Republican Senator Refuses Hearing on Oklahoma Bill to Ban Abortions on Babies With Down Syndrome

State   |   Micaiah Bilger   |   Apr 12, 2017   |   9:48AM   |   Oklahoma City, OK

An Oklahoma bill that would prohibit abortions on unborn babies with Down syndrome and other special needs will not have a hearing after a state Republican refused to hear it in his committee.

Oklahoma House Bill 1549, the “Prenatal Nondiscrimination Act of 2017,” passed the state House last month. State Senate leaders then assigned the bill to the Senate Health and Human Services Committee, chaired by Republican Sen. Ervin Yen.
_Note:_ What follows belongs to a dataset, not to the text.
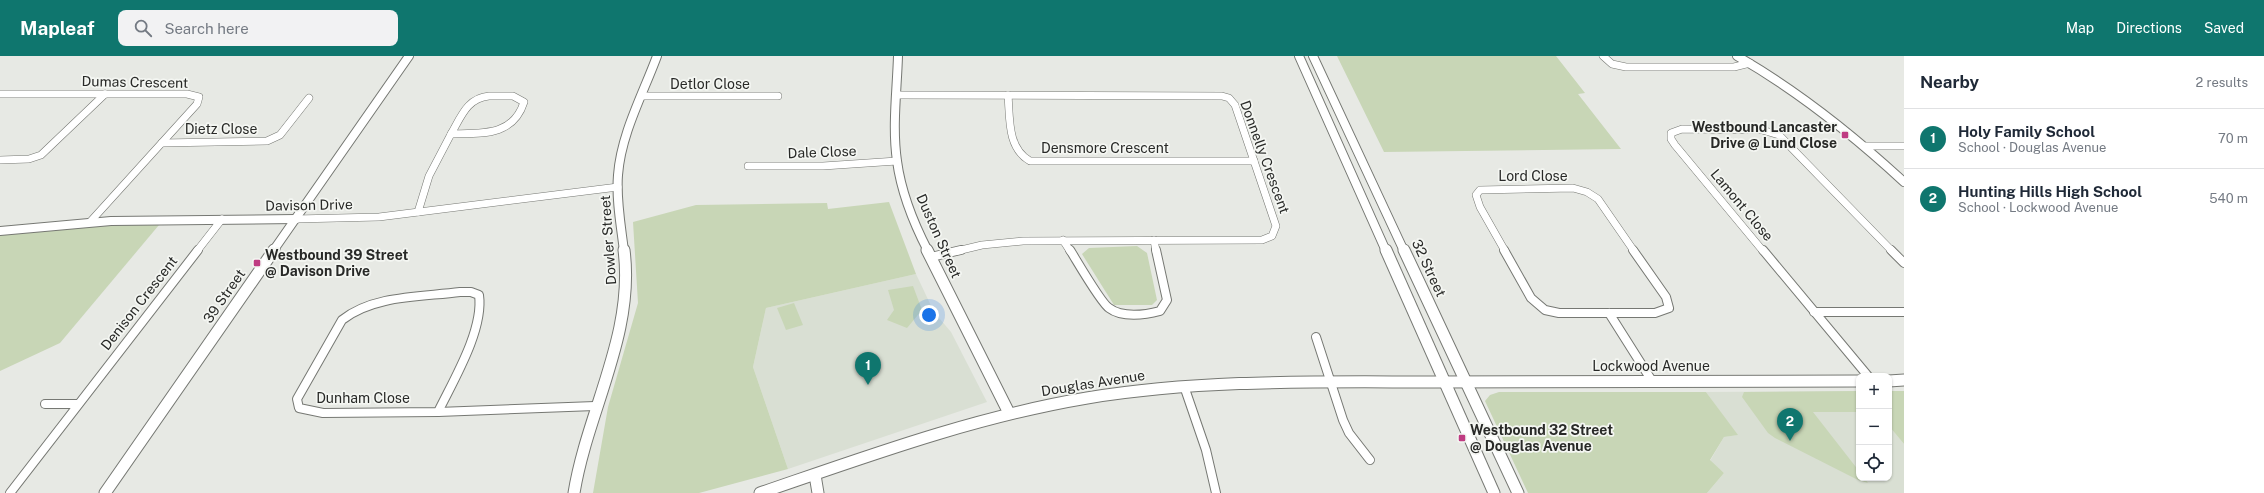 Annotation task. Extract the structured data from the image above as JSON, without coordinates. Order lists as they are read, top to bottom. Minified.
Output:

The Associated Press reports Yen, a medical doctor who says he is pro-life and Catholic, recently refused to hear the bill in his committee, arguing that the legislation is unconstitutional.

“No. 1, it’s unconstitutional,” Yen said. “No. 2, it jumps between the doctor-patient relationship.”

The bill would prohibit discriminatory abortions based on a disability diagnosis and hold abortion practitioners who violate the legislation liable.

Here’s more from the AP:

[The] bill has been reassigned to a second committee, and while it may not receive a hearing before a key deadline passes on Friday, the Senate’s Republican leader disputed the characterization of the bill as controversial.

Now, the second committee will not hear the bill either.

Tulsa World reports Senate Rules Committee Chair Sen. Eddie Fields, a Republican, said Tuesday that his committee will not hold a hearing on the bill.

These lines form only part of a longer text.